Inilah potret orang miskin yang serba kesulitan, ingin mandiri untuk memperbaiki kehidupan saja masih sulit dan uang bantuan masih disunat. Ketidakberdayaan orang kecil, orang pinggiran, orang miskin hampir selalu menjadi bulan-bulanan, sehingga mereka tidak pernah benar-benar bisa mandiri. Inilah Potret kita.
Cerita kedua, setelah mengantar anakku pulang kerumah. Aku dan istriku sorenya singgah dipersimpangan (bisanya disebut simpang kara) disitu banyak penjual yang menjual penganan seperti martabak manis dan telur, gorengan, sate, bandrek dan seterusnya. Disamping para penjual itu terdapat pos polisi. Lagi-lagi saya mencoba ngobrol dengan penjual, dan percakapan inipun saya sudah edit dan dipersingkat.
"Mas, gorengannya banyak betul, berapa kilo ya perharinya?".
"Sekitar 50 kilo"
"Setiap harinya habis ya?".
"Ya kadang habis, kadang tidak, ya kalo sisapun paling dikit".
"Terus dibawa kemana yang habis itu". Mungkin yang jual, mikir terserah gue dong, mau dibawa kemana.
"Ya kadang kami makan, kadang dibagi ke kawan-kawan"
"Mas, kasih kepengurus mesjid aja, kan berpahala".
"Wah, mana ada pengurus mesjid jam 12 malam".
"Lebih berpahala, kasih pengurus mesjid sekarang, mas". Ujar istri saya.

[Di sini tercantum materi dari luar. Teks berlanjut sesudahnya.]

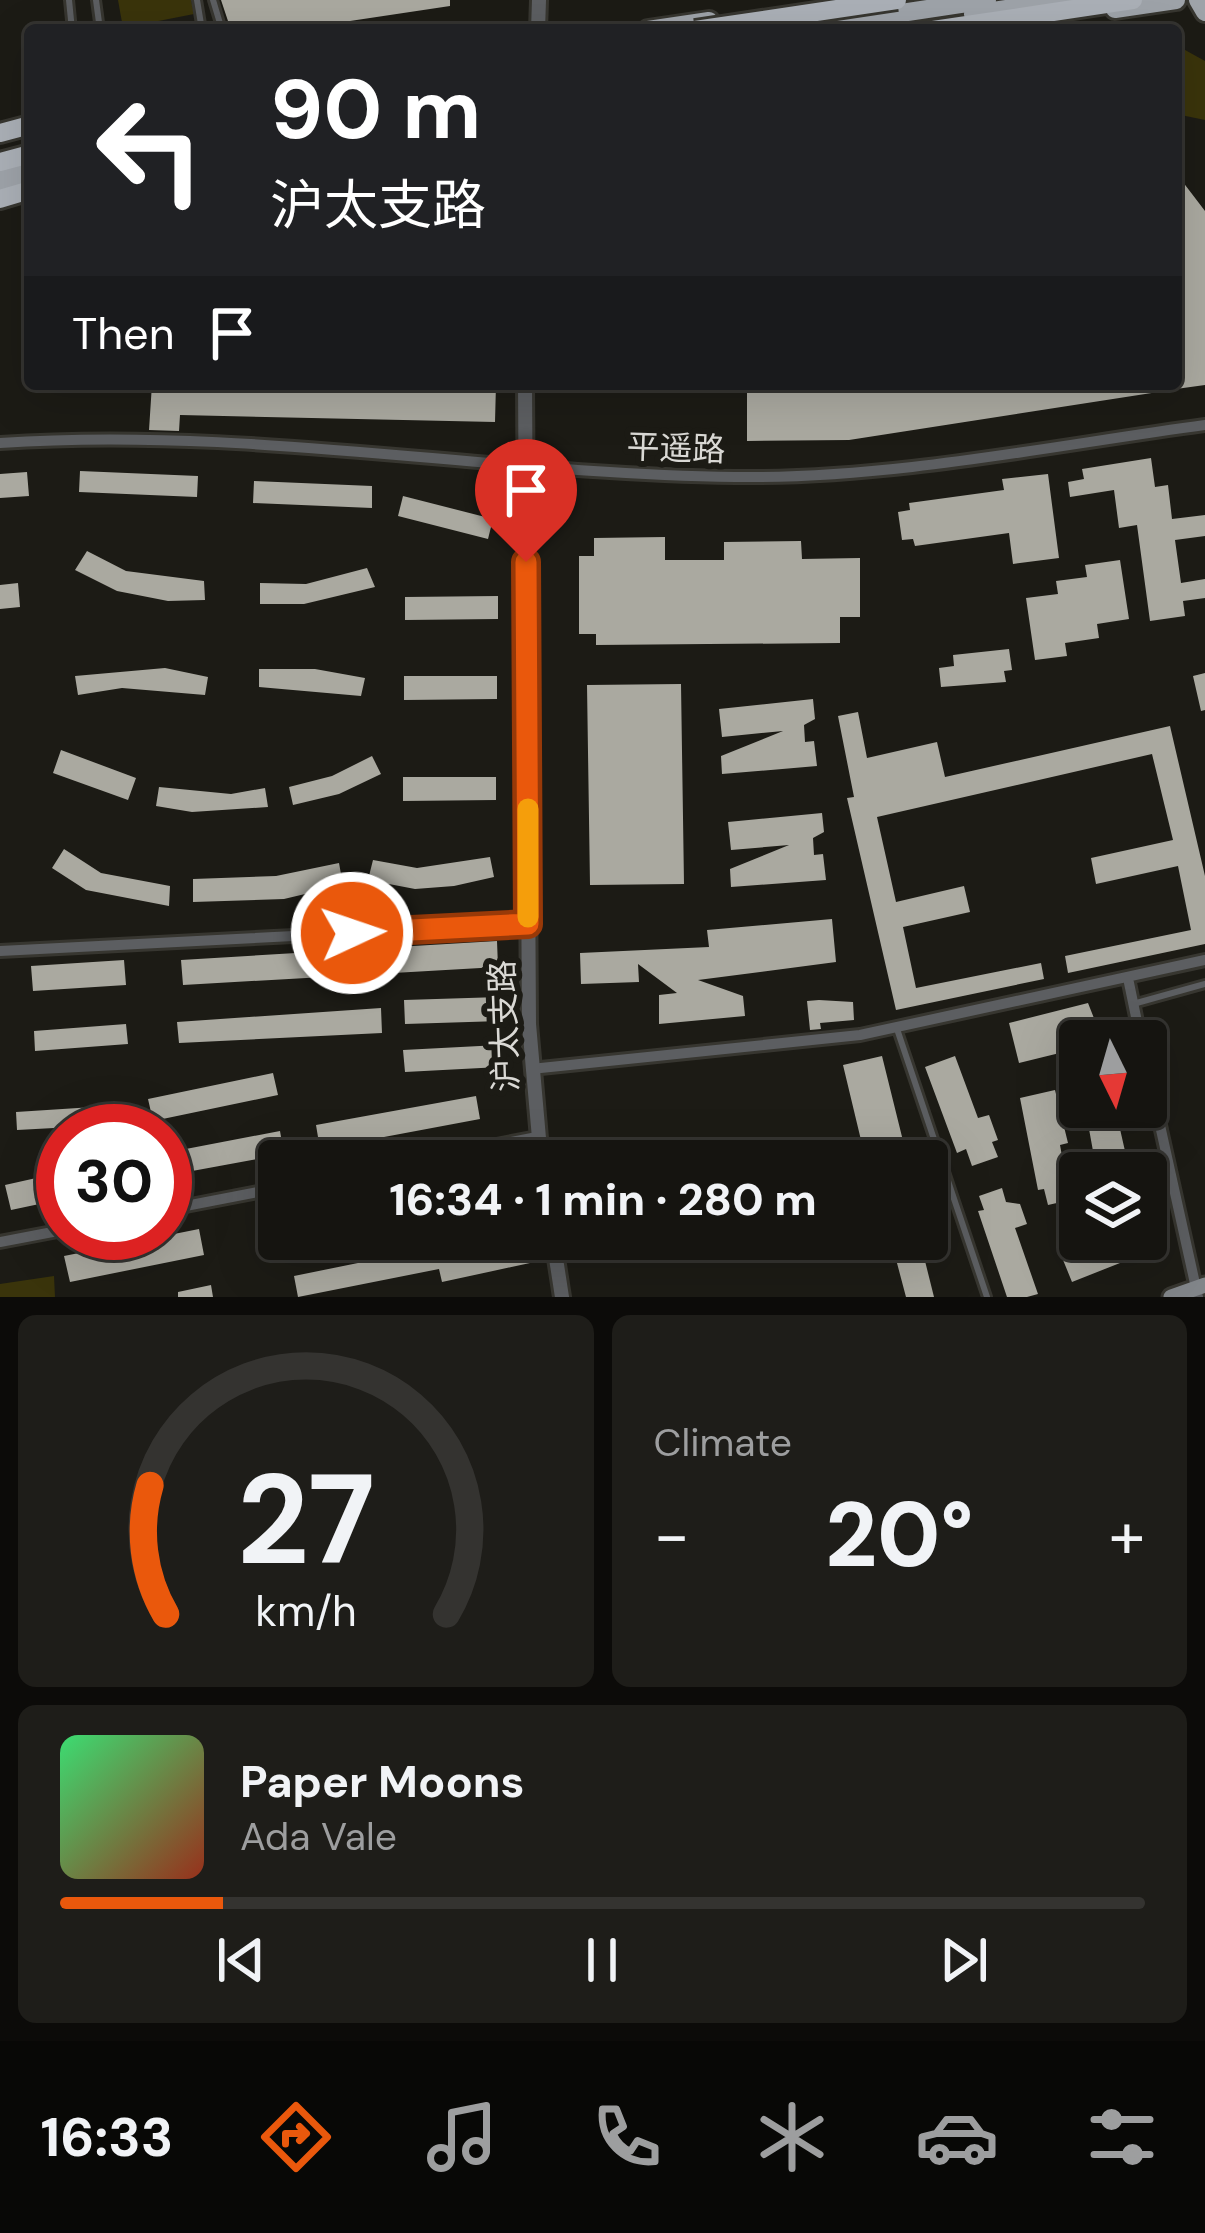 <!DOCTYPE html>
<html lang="en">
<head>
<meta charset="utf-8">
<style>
	:root { --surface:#151410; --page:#1e1d19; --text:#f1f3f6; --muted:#9d9e9f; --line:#343330; --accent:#ea580c }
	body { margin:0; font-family:"DM Sans","Noto Sans SC",sans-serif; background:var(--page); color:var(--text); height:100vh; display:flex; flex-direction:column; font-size:45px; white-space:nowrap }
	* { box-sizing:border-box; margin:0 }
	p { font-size:39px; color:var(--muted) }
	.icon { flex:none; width:66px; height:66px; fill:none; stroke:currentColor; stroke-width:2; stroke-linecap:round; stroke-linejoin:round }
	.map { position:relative; height:1297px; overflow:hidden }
	.side { display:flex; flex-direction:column; gap:18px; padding:18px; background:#0c0b09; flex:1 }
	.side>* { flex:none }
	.top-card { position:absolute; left:24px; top:24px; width:1158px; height:366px; border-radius:12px; box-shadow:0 12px 48px #0002,0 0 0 3px var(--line); background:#202124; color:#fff; overflow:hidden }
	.needle { width:78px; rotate:175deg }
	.fabs { position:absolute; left:1059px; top:1020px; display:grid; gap:24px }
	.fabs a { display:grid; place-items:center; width:108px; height:108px; border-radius:12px; background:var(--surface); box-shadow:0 12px 48px #0002,0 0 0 3px var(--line); font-size:60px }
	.speed { position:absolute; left:36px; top:1104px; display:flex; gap:24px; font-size:60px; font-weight:700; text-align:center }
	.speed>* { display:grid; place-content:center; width:156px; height:156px; border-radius:50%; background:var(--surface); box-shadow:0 12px 48px #0002,0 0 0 3px var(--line); line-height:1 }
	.speed .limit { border:18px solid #d22; background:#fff; color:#111 }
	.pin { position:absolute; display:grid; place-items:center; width:102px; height:102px; color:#fff; margin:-123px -51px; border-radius:50% 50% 50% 0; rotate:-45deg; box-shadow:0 0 12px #0007 }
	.pin .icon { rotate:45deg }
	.me { position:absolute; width:132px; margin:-66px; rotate:87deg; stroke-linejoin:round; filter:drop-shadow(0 0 9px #0008) }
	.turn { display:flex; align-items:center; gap:42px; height:252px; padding:0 48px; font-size:54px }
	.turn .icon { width:156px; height:156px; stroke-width:2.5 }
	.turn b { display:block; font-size:84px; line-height:102px }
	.then { display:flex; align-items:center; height:114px; padding:0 48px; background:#0003; gap:24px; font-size:45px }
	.big { font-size:90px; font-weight:800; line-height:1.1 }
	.side .card { flex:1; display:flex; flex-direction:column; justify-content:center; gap:18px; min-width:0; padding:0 42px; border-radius:18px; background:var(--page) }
	.side .dial { align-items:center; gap:0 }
	.dial svg { height:312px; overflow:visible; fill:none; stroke:var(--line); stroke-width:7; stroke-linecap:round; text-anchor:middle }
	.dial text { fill:var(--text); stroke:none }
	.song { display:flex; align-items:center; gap:36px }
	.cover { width:144px; height:144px; border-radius:18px; background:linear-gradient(135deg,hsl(140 70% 55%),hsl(10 70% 35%)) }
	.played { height:12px; border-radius:6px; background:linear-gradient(90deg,var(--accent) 15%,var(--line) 15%) }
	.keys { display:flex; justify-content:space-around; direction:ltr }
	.heat { display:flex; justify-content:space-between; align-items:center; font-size:66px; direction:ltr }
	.side .tiles { flex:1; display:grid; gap:18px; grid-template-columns:1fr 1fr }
	.card:last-child { grid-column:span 2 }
	.trip { position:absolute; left:258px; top:1140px; width:690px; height:120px; border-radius:12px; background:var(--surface); box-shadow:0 12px 48px #0002,0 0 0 3px var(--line); font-weight:800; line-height:120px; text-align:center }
	.tab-bar { display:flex; height:192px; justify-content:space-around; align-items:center; background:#080806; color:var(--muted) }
	.tab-bar .icon { width:84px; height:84px }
	.tab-bar .current { color:var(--accent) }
	.tab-bar b { font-size:54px; color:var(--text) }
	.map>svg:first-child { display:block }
	.green { fill:#3a340b }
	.building { fill:#aaa9a0 }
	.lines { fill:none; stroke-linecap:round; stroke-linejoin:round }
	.service-casing { stroke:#373630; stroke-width:12 }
	.minor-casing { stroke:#373630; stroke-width:16 }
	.tertiary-casing { stroke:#373630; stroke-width:20 }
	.secondary-casing { stroke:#373630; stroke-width:21 }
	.primary-casing { stroke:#373630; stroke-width:24 }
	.trunk-casing { stroke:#373630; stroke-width:24 }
	.service { stroke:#5c5e61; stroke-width:6 }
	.minor { stroke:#5c5e61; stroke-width:10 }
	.tertiary { stroke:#5c5e61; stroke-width:14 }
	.secondary { stroke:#818589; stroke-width:15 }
	.primary { stroke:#9ea3a9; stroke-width:18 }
	.trunk { stroke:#abb0b7; stroke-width:18 }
	.trunk-bridge-casing { stroke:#373630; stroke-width:24; stroke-linecap:butt }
	.trunk-bridge { stroke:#abb0b7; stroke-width:18 }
	.route-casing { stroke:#983908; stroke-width:30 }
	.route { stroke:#ea580c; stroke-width:21 }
	.slow { stroke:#f59e0b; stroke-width:21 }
	.labels { text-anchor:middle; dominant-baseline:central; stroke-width:12; stroke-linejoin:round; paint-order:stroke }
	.street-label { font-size:33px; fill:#dad9d5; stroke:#1c1b15 }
</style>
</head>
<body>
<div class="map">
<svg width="1205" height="1297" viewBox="0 0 1205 1297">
	<rect width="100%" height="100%" fill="#1c1b15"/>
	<path class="green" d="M118,0H191L194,14L123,28Z
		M1176,45L1205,61V120L1176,114Z
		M54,1276L55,1297H0V1284Z"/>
	<path class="building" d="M221,0H450V6L290,30H231Z
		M1176,173L1205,211V385L1176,389Z
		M152,384H496L495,422L180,415L179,431L149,430Z
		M747,384H1170L1171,390L849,440L747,441Z
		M1151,458L1155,487L1168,485L1172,519L1205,515V536L1175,540L1181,583L1205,579V598L1183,601L1185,616L1150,621L1137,525L1119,528L1114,490L1070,497L1068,482L1084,479L1082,469Z
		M80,471L198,476L197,497L79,492Z
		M27,472L29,496L0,498V474Z
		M1048,474L1059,558L1013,564L1009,533L915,546L913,539L902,540L898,512L910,510L909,503L1004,490L1002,479Z
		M254,481L372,486V508L253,503Z
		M403,496L493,519L488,539L398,516Z
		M665,537V560H724V542L801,541L802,559L860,558V617H840V643L596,645V634H579V556H594V538Z
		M87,551L126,571L204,581L205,600L168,601L117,591L75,570Z
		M1120,560L1129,619L1097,624L1099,638L1065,643L1067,656L1035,660L1026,598L1058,594L1056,581L1087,577L1085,565Z
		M367,568L375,587L304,604H260V583L306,584Z
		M18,583L20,607L0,609V585Z
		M498,596V619L405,620V597Z
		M1009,649L1012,670L1004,671L1006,682L941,687L939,668L954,666L953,655Z
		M165,668L208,677L205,695L122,688L78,695L75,676Z
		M259,669H315L365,678L361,696L259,687Z
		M1205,673V710L1201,711L1193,676Z
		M404,676H497V699L404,700Z
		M681,684L684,884L590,885L587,685Z
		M813,699L815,719L804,725L805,742L814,741L817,766L722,774L721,756L783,731L722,737L719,709Z
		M858,712L867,758L937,742L945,777L1170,726L1205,876V944L1068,973L1065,956L1191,930L1178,866L1096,884L1091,858L1173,840L1152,754L877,817L896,902L964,886L970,912L903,927L916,988L1041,963L1044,979L896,1010L847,798L854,797L838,716Z
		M61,750L136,778L128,800L53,773Z
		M372,756L381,774L339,794L293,805L289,787L332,776Z
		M403,777H496V800L403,801Z
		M159,787L231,794L265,788L268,807L192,812L156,806Z
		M822,813L824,832L813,838L814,855L823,854L826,880L731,887L730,869L789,845L731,850L728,822Z
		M64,849L101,873L170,886L169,906L86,890L52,868Z
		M490,857L494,877L454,886L415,889L368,880L373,860L417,868Z
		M339,863L343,885L284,899L193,902V879L276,876Z
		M832,919L836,962L698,980L743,996L745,1016L659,1024V995L677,993L638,964L639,982L581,984L580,953L709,947L707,930Z
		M497,941L498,967L183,985L181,960Z
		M124,960L126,985L33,991L31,966Z
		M500,997L501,1021L405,1024L404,1000Z
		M819,1000L853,1002L854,1020L820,1023L821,1029L810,1030L807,1001Z
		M1088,1003L1103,1041H1080V1048L1019,1063L1009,1023Z
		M381,1008L382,1033L179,1043L177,1022Z
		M126,1024L128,1044L35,1051L34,1031Z
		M499,1045L500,1067L405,1072L403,1050Z
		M882,1056L908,1161H866L843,1065Z
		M955,1056L978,1118L989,1115L998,1140L992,1142L998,1157L972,1166L966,1149L957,1153L925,1067Z
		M273,1073L278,1095L153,1121L148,1099Z
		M1055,1090L1068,1143L1060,1145L1070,1200L1048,1205L1044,1189L1038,1190L1020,1098Z
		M476,1096L480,1119L320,1149L316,1125Z
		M109,1106L110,1125L17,1130L16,1112Z
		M1085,1107H1123L1127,1127L1120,1129L1130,1173H1097Z
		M280,1131L284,1154L165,1176V1153Z
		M63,1172V1199L11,1210L5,1185Z
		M1002,1188L1006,1202L1020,1204L1027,1224L1015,1228L1038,1294L1027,1297H1007L978,1211L984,1210L979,1196Z
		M279,1214V1238L267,1240L263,1217Z
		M199,1229L204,1255L70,1282L64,1256Z
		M525,1239L530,1263L442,1282L439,1269L298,1297L294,1276L417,1251L419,1261Z
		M774,1239H823L824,1243L778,1254Z
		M1086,1239H1130L1117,1254L1120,1263L1072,1282L1059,1250Z
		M920,1241L934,1297H906L893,1248Z
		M211,1285L213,1297H178V1292Z"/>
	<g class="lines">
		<g class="service-casing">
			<path id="service" d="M69,0L72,30
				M96,0L100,30
				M197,0L202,30
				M213,0L222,30
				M1133,1004L1205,984
				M897,1029L987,1297"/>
		</g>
		<g class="minor-casing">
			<path id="minor" d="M0,443C245,426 491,474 735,477C892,479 1050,446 1205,425
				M0,951L528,924
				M1128,978L1141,1041
				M1146,1062L1198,1297
				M531,1069L860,1035L1205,960
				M415,1161L537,1137
				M165,1210L279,1188
				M0,1242L63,1230"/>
		</g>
		<g class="tertiary-casing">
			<path id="tertiary" d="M538,30L539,0
				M525,384L529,1024L541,1161
				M553,1239L562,1297"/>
		</g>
		<g class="secondary-casing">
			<path id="secondary" d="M1171,1297L1205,1285"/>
		</g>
		<g class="primary-casing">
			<path id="primary" d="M1198,0L1205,12
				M1115,9L1176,0
				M973,14L1065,0
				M648,30L709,21
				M788,30L987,0
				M0,175L30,166
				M0,188L30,180"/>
		</g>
		<g class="trunk-casing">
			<path id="trunk" d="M933,30L1133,0
				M0,133L30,125
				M0,162L30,154
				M0,199L30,190"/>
		</g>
		<use href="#service" class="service"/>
		<use href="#minor" class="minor"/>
		<use href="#tertiary" class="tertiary"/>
		<use href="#secondary" class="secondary"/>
		<use href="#primary" class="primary"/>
		<use href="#trunk" class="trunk"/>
		<g class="trunk-bridge-casing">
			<path id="trunk-bridge" d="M695,30L897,0"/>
		</g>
		<use href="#trunk-bridge" class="trunk-bridge"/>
	</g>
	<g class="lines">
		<g class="route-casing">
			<path id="route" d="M352,933L528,924L526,562"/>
		</g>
		<use href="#route" class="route"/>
		<path class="slow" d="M528,809V917"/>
	</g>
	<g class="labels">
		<g class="street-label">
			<text transform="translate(676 448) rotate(2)">平遥路</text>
			<text transform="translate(504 1026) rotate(-92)">沪太支路</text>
		</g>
	</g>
</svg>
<div class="fabs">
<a><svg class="needle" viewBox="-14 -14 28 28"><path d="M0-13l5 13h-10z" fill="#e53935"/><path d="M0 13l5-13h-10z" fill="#9d9e9f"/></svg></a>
<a><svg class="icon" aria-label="layers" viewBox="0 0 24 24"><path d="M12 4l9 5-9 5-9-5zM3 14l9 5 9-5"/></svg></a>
</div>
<div class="speed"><div class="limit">30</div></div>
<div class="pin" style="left:526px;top:562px;background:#d93025"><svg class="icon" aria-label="arrive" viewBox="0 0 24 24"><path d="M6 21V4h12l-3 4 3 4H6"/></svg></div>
<svg class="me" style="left:352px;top:933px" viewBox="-20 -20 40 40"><circle r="17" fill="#ea580c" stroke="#fff" stroke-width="3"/><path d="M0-11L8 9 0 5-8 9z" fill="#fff"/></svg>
<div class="trip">16:34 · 1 min · 280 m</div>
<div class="top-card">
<div class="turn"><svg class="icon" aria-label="left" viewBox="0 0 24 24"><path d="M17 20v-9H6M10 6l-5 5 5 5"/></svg><div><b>90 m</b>沪太支路</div></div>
<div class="then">Then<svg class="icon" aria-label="arrive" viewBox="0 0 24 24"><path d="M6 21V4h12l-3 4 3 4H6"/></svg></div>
</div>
</div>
<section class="side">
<div class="tiles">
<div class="card dial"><svg viewBox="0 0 100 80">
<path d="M14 69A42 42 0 1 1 86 69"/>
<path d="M14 69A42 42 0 0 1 10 36" stroke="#ea580c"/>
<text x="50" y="56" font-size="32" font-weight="700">27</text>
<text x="50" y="72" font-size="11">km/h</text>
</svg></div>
<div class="card"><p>Climate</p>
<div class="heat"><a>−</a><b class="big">20°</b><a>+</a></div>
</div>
<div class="card">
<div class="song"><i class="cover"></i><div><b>Paper Moons</b><p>Ada Vale</p></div></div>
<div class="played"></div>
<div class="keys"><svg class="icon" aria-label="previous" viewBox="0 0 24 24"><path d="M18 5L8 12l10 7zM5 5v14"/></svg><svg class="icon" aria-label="pause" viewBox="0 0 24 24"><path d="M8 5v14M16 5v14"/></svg><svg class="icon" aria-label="next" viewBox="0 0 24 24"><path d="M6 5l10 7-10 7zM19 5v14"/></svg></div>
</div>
</div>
</section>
<nav class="tab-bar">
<b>16:33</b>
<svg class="icon current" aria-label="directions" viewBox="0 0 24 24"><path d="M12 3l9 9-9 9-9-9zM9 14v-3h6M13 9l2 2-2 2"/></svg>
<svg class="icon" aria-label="music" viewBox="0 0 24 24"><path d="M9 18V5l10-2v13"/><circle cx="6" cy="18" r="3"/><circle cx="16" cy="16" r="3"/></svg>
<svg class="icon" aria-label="phone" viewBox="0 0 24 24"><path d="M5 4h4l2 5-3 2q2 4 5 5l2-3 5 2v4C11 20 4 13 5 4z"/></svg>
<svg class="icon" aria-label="climate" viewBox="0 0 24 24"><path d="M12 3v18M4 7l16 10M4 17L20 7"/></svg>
<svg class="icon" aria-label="car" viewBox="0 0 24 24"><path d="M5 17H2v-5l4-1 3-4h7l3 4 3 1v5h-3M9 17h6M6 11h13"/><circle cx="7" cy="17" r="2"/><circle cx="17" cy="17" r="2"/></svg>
<svg class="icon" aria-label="filters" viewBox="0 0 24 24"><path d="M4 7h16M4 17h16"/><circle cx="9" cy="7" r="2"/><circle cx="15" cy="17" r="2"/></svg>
</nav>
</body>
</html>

"Terus ini sewa tempat?, dan listriknya dari mana".
"Tempat tidak sewa, cuma ada uang keamanan, kalo listriknya dari itu" sambil menunjuk pos polisi.
"Berapa perbulannya?".
"Permalam sepuluh ribu".
"Wah lumayan...ya, berapa pedagang yang mengambil aliran listrik dari pos itu".
"Ya bapak itung saja". Ternyata cukup banyak, berderet para penjual dan kios-kios kecil.
Saya ceritakan hal ini, karena sungguh bertolak belakang dengan cerita yang saya alami sendiri. Beberapa bulan lalu ada seorang warga meminta listrik dialirkan ke rumahnya dan beberapa rumah yang lain. Didekat rumah saya banyak rumah-rumah liar. Katanya mereka akan mengerjakan dan menanggung semua pengeluaran, untuk ongkos perbulannya terserah bapak. Saya jelaskan PLN melarang itu, tidak boleh nanti saya masuk penjara dan lsitrik dirumah saya bisa diputus.
Lalu katanya, kenapa yang di toko-toko, mini market, pos polis bisa pak. Wah kalao itu saya tidak tahu dan kalau tak percaya, nanti kita tanyakan ke PLN langsung. Benar saja, seorang petugas PLN menunjukkan pasal-pasal pidana bagi yang mengalirkan dan atau menjual/mengkomersilkan listrik milik PLN tanpa izin PLN.
Apa yang bertolak belakang, saya tanyakan baik-baik ke PLN malah kita dikeluarkan pasal ancaman-ancaman pidana. Na..yang tidak lapor tapi dihadapan / terlihat oleh petugas PLN dan Penegak Hukum (POLISI), malah aturan dan hukum tak berjalan. Inilah Potret kita.